══ Excerpted records

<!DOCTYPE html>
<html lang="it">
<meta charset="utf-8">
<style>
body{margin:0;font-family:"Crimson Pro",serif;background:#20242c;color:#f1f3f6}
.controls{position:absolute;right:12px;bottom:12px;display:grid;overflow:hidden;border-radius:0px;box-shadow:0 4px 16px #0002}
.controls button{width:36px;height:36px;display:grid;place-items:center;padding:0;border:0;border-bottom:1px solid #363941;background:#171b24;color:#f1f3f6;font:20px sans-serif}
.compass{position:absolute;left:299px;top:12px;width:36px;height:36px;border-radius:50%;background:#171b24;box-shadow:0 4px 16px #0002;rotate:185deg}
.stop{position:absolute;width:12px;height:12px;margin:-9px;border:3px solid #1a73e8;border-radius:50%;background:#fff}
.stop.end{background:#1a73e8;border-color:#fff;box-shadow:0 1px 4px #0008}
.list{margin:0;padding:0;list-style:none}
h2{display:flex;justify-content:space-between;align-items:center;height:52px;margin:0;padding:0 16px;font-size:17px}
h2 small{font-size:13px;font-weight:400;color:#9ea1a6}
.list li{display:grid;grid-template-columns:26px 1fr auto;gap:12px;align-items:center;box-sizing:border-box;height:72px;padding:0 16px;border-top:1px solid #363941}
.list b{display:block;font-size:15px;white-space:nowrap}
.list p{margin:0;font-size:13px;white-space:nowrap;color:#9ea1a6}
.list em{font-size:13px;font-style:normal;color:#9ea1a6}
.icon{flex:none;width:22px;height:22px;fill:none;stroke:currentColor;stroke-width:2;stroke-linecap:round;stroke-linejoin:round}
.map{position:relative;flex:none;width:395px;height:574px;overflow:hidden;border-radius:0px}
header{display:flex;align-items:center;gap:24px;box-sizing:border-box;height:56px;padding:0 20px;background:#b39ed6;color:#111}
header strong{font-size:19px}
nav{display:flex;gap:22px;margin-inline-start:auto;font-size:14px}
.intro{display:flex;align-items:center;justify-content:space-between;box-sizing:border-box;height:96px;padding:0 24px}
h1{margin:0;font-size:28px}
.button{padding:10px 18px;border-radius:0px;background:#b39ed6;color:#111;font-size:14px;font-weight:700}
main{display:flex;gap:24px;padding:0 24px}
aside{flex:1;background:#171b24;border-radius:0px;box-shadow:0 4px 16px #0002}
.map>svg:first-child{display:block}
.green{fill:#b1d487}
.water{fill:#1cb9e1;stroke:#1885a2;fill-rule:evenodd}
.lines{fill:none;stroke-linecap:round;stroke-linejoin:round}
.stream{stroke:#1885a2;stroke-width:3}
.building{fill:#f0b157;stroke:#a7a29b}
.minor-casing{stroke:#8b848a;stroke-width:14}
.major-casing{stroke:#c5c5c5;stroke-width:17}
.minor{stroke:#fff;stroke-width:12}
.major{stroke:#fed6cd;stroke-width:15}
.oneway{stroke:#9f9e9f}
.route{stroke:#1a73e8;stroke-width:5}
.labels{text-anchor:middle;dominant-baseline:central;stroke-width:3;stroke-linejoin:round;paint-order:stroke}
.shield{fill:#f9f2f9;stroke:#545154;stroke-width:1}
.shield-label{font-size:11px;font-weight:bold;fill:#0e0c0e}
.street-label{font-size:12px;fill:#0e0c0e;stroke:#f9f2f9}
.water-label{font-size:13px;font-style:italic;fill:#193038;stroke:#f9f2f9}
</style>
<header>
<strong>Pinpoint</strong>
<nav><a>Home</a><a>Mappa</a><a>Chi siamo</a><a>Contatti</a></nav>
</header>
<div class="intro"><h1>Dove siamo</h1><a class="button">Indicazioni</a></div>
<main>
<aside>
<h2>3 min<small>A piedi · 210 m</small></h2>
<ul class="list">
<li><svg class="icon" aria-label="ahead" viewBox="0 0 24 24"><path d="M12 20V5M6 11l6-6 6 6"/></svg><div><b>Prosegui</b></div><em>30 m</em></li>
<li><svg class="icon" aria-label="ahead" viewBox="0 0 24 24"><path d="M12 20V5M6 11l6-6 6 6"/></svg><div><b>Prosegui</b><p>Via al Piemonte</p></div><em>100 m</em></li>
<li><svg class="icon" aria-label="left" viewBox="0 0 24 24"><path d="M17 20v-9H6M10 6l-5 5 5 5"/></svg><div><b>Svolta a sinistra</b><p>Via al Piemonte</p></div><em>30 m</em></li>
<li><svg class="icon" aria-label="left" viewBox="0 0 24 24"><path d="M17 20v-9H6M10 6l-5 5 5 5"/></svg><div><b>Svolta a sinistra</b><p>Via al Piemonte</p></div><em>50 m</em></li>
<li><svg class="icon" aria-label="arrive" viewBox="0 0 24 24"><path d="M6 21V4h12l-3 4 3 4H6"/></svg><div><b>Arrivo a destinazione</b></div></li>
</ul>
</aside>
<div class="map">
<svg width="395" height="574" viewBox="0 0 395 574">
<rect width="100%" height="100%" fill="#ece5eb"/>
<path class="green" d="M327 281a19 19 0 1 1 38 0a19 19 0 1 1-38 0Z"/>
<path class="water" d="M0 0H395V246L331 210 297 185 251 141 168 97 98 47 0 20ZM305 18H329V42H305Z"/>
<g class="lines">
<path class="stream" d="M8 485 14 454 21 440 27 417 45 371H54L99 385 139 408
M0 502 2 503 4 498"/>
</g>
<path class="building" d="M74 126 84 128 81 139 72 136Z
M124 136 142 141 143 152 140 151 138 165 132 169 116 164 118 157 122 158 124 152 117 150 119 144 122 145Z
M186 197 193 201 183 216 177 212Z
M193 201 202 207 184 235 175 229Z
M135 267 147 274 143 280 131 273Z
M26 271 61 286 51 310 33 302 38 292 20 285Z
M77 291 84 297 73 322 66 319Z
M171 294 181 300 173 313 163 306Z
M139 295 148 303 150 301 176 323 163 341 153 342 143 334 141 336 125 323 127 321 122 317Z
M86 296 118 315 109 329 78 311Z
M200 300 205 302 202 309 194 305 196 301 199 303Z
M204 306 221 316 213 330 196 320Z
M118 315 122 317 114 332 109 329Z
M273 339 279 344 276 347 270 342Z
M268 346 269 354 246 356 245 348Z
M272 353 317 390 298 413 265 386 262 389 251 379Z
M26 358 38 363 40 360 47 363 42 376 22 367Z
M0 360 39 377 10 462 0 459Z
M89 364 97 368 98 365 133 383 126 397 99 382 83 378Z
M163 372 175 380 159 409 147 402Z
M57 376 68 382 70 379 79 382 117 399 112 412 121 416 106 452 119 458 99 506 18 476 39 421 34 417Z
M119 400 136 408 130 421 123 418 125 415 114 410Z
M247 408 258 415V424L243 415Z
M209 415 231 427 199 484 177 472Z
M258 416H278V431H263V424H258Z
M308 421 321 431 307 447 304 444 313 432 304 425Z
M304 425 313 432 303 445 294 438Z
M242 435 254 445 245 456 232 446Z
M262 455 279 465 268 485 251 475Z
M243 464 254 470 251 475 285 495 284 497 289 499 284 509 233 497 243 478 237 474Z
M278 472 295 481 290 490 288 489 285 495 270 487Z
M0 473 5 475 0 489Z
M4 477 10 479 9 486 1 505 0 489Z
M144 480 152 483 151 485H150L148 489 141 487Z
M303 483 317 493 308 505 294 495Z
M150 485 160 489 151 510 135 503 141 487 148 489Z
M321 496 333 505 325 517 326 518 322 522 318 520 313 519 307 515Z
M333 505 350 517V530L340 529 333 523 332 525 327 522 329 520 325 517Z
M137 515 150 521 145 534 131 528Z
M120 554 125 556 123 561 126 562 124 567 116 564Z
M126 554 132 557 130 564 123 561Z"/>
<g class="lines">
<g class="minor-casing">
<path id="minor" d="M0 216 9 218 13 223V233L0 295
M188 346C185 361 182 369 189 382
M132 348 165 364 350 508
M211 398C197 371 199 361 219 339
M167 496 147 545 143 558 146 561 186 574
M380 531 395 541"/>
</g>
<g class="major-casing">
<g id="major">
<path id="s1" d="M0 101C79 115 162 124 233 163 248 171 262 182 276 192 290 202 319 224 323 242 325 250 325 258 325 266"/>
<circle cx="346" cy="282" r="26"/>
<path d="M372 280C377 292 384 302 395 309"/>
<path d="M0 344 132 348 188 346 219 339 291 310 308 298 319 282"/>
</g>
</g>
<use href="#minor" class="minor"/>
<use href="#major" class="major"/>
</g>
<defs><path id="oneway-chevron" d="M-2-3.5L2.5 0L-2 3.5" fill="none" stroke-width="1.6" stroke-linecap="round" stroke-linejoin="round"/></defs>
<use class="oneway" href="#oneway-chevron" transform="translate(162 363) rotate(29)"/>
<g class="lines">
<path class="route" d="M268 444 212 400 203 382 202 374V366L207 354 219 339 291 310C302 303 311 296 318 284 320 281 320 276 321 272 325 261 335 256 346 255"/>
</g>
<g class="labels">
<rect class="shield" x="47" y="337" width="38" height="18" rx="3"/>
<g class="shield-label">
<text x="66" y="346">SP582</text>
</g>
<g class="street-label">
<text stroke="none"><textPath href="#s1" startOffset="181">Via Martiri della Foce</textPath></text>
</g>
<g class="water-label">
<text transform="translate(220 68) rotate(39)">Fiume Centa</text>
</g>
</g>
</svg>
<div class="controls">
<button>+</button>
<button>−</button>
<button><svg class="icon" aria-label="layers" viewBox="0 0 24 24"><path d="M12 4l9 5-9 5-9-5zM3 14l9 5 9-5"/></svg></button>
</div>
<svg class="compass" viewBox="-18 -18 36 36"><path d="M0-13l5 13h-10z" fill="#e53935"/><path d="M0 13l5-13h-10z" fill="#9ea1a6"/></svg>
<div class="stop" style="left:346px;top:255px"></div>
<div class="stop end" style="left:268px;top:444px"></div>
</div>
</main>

════

[Problem details]: Within the listing above, the range opens at the line with "M0 360 39 377 10 462 0 459Z" and closes at the line with "M211 398C197 371 199 361 219 339". Reproduce exactly the lines of that range, including both ends.

[Completed task]:
M0 360 39 377 10 462 0 459Z
M89 364 97 368 98 365 133 383 126 397 99 382 83 378Z
M163 372 175 380 159 409 147 402Z
M57 376 68 382 70 379 79 382 117 399 112 412 121 416 106 452 119 458 99 506 18 476 39 421 34 417Z
M119 400 136 408 130 421 123 418 125 415 114 410Z
M247 408 258 415V424L243 415Z
M209 415 231 427 199 484 177 472Z
M258 416H278V431H263V424H258Z
M308 421 321 431 307 447 304 444 313 432 304 425Z
M304 425 313 432 303 445 294 438Z
M242 435 254 445 245 456 232 446Z
M262 455 279 465 268 485 251 475Z
M243 464 254 470 251 475 285 495 284 497 289 499 284 509 233 497 243 478 237 474Z
M278 472 295 481 290 490 288 489 285 495 270 487Z
M0 473 5 475 0 489Z
M4 477 10 479 9 486 1 505 0 489Z
M144 480 152 483 151 485H150L148 489 141 487Z
M303 483 317 493 308 505 294 495Z
M150 485 160 489 151 510 135 503 141 487 148 489Z
M321 496 333 505 325 517 326 518 322 522 318 520 313 519 307 515Z
M333 505 350 517V530L340 529 333 523 332 525 327 522 329 520 325 517Z
M137 515 150 521 145 534 131 528Z
M120 554 125 556 123 561 126 562 124 567 116 564Z
M126 554 132 557 130 564 123 561Z"/>
<g class="lines">
<g class="minor-casing">
<path id="minor" d="M0 216 9 218 13 223V233L0 295
M188 346C185 361 182 369 189 382
M132 348 165 364 350 508
M211 398C197 371 199 361 219 339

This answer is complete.